I’ve got a Caramac in my pocket. Gramps has bought it for me because he says I’m a good girl. I hope I’ll have time to eat it before we get to see Aunty Jean.
But I don’t, because Gramps steers me round a corner and we’re in Aunty Jean’s ward. She’s in a private room. Daddy’s paying for it because it was on account of Aunty Jean looking after him that Nan was driving her back and they had the crash.
I haven’t seen Daddy at all since Easter, and I really miss him. But Gramps says he’s too upset to see anyone at the moment.
As we walk towards the nurse’s desk, Nan hurries out of one of the side-rooms, almost bumping right into us.
‘Oh,’ she says, putting her hand to her chest. ‘Thank goodness you’re here, Frank.’
‘What’s the matter, Dolly?’ Gramps says. ‘What is it, girl?’

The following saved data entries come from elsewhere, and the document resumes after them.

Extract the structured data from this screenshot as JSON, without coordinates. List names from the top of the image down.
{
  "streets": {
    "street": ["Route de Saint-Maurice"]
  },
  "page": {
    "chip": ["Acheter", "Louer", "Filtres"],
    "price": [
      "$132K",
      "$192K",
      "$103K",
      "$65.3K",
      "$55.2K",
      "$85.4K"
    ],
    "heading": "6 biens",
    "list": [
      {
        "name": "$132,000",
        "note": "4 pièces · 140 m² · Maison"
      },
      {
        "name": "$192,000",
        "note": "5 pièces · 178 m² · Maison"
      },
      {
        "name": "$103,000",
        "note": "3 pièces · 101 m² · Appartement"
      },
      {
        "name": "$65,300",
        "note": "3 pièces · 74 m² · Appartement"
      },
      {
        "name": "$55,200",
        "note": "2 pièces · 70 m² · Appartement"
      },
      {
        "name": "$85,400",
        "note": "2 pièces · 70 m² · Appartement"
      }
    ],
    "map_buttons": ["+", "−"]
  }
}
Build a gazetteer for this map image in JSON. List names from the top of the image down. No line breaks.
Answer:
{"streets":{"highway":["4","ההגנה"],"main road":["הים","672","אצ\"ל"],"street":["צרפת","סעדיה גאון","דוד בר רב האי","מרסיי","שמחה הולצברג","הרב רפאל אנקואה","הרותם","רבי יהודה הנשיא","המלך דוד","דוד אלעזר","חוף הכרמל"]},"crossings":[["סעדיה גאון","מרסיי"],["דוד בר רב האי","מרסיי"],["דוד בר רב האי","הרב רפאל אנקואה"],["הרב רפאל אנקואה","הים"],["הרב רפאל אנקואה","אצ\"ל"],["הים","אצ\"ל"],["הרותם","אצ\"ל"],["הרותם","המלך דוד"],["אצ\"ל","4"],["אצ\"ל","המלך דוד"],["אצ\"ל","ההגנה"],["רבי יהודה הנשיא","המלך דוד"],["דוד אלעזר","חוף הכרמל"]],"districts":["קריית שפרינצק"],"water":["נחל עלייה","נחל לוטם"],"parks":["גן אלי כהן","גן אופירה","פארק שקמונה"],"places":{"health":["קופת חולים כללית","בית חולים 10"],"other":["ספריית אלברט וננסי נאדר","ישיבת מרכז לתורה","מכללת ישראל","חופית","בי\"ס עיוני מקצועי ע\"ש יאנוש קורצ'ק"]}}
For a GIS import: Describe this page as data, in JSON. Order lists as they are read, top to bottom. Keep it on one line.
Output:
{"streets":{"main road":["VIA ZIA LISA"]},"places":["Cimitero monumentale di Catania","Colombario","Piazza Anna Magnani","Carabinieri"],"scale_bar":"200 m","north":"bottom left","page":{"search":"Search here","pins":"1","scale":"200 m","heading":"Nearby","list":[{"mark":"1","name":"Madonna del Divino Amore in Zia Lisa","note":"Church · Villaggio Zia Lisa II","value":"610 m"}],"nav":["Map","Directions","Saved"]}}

‘It’s this place,’ Nan says. ‘They have no idea how to do things proper. It’s filthy and I tell them it’s filthy and they just look at me like I’m mad. And they’re so rough with her; it’s horrible to watch. And they’re nearly all foreign too. Don’t speak a word of English. It’s not like it was in my day. And the doctors don’t know a thing about her special needs. It’s a very different thing, looking after a bigger person.’
She’s standing ever so upright, her arms folded, her shoulders up near her ears, her mouth working.
‘Hello, Nan!’ I say, as happily as I can manage.
‘Oh, hello, dearie,’ Nan says, smiling at me. ‘I’m sorry I’m a bit upsy-daisy, but I don’t think we can stand to be in this place one more day.’
‘What are you going to do, Dolly?’ Gramps says.